== Data section ==

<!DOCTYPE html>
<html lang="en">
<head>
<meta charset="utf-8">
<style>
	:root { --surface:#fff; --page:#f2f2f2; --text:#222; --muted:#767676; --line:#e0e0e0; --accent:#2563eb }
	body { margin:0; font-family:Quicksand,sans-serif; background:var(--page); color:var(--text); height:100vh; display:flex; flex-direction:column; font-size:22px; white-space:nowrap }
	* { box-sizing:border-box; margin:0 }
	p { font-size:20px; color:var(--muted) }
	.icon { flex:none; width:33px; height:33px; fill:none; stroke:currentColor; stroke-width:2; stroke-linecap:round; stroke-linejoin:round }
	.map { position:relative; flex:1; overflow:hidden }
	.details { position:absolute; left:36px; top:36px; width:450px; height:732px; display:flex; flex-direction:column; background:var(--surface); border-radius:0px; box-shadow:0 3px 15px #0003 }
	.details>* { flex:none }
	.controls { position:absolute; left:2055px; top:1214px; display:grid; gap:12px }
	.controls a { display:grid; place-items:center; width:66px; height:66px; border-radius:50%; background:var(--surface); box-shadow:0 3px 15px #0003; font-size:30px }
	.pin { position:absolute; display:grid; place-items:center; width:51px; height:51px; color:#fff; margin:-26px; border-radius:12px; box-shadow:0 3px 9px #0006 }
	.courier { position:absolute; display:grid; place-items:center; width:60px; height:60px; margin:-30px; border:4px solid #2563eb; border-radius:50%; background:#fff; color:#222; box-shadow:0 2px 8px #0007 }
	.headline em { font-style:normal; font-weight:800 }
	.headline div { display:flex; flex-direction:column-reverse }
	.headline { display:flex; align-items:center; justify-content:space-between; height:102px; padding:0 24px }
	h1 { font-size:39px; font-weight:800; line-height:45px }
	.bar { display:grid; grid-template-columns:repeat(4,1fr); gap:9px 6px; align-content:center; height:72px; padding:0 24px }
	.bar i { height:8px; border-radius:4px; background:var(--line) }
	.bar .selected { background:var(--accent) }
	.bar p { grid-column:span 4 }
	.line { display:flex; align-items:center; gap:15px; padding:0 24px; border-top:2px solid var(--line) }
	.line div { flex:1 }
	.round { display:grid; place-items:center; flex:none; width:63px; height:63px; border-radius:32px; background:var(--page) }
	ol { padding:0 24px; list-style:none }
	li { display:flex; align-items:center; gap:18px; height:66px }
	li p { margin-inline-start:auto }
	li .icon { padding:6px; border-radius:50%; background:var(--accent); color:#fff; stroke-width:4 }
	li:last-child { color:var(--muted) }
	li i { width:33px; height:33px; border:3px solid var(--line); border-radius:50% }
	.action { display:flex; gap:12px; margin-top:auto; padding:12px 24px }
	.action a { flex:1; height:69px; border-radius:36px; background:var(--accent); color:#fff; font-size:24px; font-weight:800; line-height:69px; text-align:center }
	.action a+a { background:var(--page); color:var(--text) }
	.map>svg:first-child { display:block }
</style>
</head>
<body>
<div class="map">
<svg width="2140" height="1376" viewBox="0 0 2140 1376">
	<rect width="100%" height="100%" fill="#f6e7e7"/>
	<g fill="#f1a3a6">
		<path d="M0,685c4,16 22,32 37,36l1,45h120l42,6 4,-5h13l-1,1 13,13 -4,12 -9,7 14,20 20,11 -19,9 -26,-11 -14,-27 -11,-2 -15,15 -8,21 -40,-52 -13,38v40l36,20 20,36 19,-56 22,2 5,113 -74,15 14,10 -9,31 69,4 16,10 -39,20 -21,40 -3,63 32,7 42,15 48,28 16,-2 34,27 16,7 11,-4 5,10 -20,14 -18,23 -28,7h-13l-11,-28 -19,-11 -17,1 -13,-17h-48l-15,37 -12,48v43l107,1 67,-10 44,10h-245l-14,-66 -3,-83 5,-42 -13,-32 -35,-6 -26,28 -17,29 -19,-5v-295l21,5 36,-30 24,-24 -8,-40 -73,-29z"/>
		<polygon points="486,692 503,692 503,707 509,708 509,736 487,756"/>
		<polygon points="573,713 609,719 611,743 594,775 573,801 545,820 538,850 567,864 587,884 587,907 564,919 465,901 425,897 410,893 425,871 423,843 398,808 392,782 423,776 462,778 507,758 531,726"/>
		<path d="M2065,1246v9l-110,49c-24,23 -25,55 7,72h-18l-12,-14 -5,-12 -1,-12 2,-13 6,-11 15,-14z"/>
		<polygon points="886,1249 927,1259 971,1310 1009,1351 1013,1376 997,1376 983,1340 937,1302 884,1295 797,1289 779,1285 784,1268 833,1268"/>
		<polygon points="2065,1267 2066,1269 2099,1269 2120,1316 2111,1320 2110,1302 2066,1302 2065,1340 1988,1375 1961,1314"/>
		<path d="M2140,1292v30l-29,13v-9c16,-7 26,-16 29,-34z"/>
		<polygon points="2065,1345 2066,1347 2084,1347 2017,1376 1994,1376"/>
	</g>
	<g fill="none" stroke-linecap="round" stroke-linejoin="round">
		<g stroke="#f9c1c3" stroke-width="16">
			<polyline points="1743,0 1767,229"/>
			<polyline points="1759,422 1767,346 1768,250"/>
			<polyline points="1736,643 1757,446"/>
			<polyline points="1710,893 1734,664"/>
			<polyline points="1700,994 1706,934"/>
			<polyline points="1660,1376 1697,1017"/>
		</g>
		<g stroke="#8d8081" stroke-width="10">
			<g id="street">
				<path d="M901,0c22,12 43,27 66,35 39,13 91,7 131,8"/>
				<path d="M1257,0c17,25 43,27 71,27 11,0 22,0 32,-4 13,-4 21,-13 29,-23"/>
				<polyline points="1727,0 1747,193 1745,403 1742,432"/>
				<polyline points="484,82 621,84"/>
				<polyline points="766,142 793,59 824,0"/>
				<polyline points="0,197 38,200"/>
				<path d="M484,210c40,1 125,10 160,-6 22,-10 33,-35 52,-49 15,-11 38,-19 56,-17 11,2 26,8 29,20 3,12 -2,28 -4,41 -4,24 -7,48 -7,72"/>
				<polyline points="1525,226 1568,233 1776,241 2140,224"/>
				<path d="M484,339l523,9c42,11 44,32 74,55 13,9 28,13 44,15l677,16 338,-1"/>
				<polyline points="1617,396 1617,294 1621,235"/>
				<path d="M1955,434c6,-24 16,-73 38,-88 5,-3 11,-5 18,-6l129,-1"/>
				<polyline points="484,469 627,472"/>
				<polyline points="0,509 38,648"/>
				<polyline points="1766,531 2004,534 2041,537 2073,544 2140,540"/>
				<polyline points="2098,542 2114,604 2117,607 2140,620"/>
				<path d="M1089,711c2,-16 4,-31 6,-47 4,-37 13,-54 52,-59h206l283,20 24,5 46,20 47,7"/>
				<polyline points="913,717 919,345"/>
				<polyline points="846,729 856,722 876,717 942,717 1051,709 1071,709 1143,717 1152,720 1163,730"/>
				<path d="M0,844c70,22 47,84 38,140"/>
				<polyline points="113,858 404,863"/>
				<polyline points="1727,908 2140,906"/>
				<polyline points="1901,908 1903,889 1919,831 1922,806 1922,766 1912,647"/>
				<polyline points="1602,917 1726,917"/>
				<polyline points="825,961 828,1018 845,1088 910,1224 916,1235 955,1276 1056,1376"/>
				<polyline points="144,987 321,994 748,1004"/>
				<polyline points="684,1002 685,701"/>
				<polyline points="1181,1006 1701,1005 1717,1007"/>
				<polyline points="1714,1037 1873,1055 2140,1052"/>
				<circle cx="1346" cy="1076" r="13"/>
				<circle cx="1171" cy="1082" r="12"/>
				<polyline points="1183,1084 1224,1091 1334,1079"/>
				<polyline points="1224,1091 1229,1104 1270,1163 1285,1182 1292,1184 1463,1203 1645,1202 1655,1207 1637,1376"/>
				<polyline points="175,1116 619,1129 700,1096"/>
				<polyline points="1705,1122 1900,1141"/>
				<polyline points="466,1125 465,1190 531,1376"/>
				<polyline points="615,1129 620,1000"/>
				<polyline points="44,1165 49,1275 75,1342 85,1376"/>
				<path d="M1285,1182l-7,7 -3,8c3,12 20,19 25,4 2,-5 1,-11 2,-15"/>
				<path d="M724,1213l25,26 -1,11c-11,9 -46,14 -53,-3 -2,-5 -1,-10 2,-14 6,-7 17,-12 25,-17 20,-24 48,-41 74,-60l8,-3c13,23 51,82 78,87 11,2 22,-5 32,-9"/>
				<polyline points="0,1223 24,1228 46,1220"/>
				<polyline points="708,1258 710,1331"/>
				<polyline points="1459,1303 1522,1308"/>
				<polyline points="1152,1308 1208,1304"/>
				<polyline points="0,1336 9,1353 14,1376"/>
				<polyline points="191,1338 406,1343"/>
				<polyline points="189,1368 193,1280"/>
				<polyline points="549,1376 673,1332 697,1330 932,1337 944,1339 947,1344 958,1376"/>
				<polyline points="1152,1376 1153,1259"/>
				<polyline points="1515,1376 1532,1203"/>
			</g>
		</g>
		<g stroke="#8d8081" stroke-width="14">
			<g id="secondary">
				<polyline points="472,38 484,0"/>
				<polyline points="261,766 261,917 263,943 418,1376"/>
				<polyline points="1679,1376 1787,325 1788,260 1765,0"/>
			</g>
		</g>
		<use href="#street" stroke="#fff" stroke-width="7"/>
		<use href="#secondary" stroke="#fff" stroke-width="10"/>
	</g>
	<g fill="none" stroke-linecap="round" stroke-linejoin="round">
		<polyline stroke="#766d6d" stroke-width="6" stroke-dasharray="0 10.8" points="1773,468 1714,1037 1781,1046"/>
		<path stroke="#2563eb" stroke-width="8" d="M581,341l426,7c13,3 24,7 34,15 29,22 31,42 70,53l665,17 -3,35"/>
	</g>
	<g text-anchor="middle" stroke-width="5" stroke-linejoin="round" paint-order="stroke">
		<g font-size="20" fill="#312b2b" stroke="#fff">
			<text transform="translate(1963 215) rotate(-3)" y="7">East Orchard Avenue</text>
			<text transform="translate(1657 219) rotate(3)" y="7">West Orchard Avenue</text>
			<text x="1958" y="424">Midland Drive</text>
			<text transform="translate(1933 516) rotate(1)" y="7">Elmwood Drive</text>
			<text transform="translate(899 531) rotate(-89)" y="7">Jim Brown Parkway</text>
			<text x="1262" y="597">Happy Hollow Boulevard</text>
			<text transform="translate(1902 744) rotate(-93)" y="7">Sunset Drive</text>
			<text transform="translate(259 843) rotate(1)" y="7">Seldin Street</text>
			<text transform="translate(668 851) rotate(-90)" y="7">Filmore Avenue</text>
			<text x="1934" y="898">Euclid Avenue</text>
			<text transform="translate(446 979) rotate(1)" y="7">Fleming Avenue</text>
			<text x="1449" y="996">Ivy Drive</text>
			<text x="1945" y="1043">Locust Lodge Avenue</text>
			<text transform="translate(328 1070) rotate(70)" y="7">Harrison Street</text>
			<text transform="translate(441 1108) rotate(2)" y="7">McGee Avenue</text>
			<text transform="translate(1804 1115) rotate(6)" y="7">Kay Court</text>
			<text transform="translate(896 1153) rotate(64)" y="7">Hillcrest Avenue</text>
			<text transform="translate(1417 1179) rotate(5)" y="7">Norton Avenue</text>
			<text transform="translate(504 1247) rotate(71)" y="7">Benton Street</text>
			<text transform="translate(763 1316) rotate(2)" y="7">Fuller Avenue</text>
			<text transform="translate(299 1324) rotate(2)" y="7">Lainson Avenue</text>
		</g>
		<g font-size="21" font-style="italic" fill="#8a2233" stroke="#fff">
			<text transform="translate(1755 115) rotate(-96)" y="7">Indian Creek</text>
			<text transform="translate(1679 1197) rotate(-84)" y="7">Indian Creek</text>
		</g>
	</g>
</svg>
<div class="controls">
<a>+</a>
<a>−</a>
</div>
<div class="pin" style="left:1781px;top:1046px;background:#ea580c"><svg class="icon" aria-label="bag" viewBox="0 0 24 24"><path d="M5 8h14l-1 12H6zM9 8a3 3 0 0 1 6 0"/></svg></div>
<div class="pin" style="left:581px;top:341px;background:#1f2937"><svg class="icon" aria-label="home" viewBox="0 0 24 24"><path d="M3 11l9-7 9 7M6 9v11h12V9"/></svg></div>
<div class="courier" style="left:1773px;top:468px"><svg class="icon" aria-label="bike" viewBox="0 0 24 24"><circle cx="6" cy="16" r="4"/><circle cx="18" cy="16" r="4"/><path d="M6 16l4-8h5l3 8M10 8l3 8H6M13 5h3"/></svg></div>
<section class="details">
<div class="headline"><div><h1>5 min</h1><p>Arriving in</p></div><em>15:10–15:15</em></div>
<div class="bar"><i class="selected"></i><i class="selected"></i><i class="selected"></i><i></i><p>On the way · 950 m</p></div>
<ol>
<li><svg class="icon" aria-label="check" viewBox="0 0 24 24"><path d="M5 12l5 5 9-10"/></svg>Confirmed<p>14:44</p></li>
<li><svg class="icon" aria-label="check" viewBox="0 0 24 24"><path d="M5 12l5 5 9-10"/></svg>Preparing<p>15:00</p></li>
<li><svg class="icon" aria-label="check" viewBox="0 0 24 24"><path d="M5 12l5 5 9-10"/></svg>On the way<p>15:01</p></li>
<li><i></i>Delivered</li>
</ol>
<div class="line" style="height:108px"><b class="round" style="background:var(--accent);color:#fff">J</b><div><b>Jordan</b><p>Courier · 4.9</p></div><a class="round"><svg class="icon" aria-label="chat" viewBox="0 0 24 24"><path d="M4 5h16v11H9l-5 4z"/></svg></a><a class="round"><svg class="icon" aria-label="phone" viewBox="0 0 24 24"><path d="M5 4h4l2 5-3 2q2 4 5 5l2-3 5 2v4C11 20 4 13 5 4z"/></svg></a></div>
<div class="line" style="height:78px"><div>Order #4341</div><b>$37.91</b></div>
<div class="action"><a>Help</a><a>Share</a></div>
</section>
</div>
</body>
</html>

===

The task:
Scan the entries above and copy each line where "controls" occurs.

Answer space:
	.controls { position:absolute; left:2055px; top:1214px; display:grid; gap:12px }
	.controls a { display:grid; place-items:center; width:66px; height:66px; border-radius:50%; background:var(--surface); box-shadow:0 3px 15px #0003; font-size:30px }
<div class="controls">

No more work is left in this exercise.